● **Saved data entries**:
▽

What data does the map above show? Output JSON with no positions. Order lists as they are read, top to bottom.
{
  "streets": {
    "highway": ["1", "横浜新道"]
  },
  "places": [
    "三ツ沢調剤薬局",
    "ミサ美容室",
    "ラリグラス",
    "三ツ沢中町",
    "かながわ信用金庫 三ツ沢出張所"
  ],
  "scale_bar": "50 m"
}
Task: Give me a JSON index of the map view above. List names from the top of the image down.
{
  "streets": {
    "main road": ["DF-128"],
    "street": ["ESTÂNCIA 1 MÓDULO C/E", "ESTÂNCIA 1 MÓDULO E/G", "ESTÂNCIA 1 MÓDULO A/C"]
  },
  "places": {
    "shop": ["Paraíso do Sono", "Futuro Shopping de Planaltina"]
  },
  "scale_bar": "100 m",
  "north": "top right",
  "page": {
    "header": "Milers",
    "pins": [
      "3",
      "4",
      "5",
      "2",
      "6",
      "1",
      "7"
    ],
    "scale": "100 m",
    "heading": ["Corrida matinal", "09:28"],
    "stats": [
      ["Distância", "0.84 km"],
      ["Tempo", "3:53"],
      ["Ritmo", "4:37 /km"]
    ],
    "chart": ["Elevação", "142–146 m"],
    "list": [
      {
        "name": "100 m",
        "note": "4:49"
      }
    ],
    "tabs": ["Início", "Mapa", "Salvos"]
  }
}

△

Transcribe the records in full, word for word.

What data does the map above show? Output JSON with no positions. Order lists as they are read, top to bottom.
{
  "streets": {
    "highway": ["1", "横浜新道"]
  },
  "places": [
    "三ツ沢調剤薬局",
    "ミサ美容室",
    "ラリグラス",
    "三ツ沢中町",
    "かながわ信用金庫 三ツ沢出張所"
  ],
  "scale_bar": "50 m"
}
Task: Give me a JSON index of the map view above. List names from the top of the image down.
{
  "streets": {
    "main road": ["DF-128"],
    "street": ["ESTÂNCIA 1 MÓDULO C/E", "ESTÂNCIA 1 MÓDULO E/G", "ESTÂNCIA 1 MÓDULO A/C"]
  },
  "places": {
    "shop": ["Paraíso do Sono", "Futuro Shopping de Planaltina"]
  },
  "scale_bar": "100 m",
  "north": "top right",
  "page": {
    "header": "Milers",
    "pins": [
      "3",
      "4",
      "5",
      "2",
      "6",
      "1",
      "7"
    ],
    "scale": "100 m",
    "heading": ["Corrida matinal", "09:28"],
    "stats": [
      ["Distância", "0.84 km"],
      ["Tempo", "3:53"],
      ["Ritmo", "4:37 /km"]
    ],
    "chart": ["Elevação", "142–146 m"],
    "list": [
      {
        "name": "100 m",
        "note": "4:49"
      }
    ],
    "tabs": ["Início", "Mapa", "Salvos"]
  }
}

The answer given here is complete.